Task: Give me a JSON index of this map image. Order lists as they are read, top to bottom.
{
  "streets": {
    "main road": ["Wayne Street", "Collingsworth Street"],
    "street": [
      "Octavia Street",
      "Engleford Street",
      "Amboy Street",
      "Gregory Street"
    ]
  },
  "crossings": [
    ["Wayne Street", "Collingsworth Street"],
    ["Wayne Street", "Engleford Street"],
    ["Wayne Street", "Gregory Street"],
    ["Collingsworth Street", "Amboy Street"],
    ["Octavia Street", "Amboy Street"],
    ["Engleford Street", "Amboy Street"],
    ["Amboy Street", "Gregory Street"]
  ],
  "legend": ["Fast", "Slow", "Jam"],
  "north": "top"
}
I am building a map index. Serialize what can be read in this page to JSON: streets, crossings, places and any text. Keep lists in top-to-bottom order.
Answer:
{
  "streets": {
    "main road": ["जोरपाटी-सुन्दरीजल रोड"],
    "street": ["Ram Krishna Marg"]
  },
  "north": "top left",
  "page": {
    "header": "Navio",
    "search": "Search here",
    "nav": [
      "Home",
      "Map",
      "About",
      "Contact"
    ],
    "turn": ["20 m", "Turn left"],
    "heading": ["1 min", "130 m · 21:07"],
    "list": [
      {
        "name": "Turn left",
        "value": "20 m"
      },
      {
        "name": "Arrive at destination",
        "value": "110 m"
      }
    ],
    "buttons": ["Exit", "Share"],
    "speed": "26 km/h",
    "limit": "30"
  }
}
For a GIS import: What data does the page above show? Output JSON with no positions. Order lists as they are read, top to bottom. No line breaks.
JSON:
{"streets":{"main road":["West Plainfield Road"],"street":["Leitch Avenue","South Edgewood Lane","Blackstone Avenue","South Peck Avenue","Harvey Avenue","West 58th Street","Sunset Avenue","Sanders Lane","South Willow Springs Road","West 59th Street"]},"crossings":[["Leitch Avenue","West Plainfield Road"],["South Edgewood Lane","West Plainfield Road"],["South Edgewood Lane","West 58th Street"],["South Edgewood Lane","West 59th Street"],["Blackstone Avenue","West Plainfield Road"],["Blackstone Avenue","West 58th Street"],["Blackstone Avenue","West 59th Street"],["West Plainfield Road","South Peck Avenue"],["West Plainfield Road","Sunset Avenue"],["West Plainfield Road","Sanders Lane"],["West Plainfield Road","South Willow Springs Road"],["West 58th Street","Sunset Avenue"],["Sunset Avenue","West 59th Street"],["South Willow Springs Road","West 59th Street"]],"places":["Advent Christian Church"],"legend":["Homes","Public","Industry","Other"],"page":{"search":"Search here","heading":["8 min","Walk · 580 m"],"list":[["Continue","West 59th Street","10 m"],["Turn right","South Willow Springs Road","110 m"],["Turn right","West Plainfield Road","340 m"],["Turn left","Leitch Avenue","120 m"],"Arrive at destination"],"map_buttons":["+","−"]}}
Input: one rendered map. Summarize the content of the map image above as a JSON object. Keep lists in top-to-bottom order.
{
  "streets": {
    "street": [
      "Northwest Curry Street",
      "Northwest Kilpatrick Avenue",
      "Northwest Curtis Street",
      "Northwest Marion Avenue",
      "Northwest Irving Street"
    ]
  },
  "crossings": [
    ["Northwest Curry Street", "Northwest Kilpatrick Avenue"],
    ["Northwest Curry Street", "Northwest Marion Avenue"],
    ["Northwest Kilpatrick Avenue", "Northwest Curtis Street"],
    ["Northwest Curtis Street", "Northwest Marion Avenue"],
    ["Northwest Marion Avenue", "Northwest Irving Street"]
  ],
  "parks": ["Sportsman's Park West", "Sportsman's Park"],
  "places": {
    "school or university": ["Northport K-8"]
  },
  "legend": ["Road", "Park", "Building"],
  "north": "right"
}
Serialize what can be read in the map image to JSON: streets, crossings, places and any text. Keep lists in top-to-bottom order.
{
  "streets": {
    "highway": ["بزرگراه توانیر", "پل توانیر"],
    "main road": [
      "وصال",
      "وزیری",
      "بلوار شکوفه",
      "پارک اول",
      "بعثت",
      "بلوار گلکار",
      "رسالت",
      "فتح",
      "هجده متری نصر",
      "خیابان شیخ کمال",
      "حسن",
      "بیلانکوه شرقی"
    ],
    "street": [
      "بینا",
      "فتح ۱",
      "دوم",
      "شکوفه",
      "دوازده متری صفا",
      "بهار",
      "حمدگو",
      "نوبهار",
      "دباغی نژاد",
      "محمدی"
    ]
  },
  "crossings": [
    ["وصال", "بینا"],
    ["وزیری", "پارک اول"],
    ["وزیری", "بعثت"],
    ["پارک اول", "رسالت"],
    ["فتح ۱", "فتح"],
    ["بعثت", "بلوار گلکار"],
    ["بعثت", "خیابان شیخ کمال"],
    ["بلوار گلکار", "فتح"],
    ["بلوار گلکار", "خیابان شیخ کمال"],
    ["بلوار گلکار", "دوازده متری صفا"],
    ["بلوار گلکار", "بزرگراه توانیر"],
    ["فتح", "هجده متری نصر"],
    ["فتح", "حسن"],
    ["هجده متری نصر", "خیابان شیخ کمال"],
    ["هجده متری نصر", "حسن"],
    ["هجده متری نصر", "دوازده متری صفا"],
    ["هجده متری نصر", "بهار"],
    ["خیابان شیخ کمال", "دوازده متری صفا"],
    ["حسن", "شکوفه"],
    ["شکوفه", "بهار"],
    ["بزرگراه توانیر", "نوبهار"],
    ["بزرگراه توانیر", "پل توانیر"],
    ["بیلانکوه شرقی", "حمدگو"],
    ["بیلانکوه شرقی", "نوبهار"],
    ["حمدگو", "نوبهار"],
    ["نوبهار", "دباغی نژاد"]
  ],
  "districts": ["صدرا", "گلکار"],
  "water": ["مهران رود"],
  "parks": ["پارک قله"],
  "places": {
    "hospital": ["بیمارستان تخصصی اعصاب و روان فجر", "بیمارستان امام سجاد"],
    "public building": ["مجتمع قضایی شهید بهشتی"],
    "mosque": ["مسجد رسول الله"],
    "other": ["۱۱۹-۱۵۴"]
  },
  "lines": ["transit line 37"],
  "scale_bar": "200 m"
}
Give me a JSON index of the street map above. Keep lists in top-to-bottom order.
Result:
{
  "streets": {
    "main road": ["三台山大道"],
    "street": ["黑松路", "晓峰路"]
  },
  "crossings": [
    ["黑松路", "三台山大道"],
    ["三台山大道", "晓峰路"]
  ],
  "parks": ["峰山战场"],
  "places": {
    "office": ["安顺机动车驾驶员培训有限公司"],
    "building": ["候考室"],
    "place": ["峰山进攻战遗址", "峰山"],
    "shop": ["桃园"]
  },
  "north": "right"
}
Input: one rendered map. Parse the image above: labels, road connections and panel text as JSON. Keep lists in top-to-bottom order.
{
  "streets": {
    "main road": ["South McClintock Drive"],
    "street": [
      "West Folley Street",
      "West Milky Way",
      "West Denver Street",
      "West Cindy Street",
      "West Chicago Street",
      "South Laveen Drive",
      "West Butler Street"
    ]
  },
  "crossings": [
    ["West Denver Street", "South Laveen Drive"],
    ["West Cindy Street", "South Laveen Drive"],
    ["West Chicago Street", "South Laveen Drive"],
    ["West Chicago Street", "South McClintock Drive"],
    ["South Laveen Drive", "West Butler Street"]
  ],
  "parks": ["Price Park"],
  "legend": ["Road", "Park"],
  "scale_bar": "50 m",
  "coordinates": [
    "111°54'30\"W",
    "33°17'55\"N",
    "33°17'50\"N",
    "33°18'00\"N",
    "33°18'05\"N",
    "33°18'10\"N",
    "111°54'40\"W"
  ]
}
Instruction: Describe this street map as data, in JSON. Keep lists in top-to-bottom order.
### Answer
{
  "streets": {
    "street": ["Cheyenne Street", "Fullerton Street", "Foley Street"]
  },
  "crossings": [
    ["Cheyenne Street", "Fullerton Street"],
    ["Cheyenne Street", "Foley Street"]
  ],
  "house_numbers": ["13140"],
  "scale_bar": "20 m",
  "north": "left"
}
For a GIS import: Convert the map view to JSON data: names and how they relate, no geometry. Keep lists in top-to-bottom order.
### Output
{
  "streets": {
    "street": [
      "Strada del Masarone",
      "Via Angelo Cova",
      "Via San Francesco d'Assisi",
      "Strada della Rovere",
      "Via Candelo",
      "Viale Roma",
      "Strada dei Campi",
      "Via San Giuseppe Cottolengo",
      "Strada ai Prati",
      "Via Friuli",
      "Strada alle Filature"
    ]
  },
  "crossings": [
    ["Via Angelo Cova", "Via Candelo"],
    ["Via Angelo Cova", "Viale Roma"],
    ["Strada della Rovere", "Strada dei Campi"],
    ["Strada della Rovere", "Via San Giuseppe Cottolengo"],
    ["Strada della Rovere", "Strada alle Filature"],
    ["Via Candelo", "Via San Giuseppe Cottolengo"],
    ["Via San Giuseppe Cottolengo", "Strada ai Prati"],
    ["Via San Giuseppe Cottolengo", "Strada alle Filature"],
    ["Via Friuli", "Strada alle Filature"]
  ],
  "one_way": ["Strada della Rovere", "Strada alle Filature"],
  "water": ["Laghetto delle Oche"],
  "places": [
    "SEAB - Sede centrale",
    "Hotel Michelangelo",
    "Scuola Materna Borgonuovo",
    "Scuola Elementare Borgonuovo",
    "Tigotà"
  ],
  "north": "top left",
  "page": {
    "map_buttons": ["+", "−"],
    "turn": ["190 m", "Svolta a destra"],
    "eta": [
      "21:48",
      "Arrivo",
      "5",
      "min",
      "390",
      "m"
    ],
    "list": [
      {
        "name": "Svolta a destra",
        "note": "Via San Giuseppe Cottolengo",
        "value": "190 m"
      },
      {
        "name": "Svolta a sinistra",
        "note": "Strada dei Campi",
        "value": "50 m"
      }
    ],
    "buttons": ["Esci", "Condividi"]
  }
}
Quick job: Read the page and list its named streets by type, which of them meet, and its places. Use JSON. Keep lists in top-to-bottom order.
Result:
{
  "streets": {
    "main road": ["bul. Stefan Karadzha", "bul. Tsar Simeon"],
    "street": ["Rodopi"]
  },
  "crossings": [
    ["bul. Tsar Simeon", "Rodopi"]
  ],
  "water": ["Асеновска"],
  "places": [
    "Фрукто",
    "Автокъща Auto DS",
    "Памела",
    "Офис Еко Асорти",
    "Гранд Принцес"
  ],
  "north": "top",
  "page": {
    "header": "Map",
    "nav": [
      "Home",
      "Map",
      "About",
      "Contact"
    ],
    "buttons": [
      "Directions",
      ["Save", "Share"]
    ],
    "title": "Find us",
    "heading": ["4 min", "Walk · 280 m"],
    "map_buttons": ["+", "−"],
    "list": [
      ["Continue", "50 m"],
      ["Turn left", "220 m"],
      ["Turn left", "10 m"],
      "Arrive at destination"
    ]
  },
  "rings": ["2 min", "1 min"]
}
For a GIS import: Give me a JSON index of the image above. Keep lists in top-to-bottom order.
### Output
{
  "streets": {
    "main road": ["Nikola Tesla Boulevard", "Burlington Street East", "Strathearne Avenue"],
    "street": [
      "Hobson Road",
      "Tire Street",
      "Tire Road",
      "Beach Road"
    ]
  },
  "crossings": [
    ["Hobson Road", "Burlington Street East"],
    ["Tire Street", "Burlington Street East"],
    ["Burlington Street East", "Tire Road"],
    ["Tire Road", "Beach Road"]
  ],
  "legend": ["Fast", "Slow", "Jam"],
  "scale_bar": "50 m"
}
+ + + + + + +
● **Task**
Every line that holds the word "Roma" should be copied from the listing.

● **Output below**
      "Viale Roma",
    ["Via Angelo Cova", "Viale Roma"],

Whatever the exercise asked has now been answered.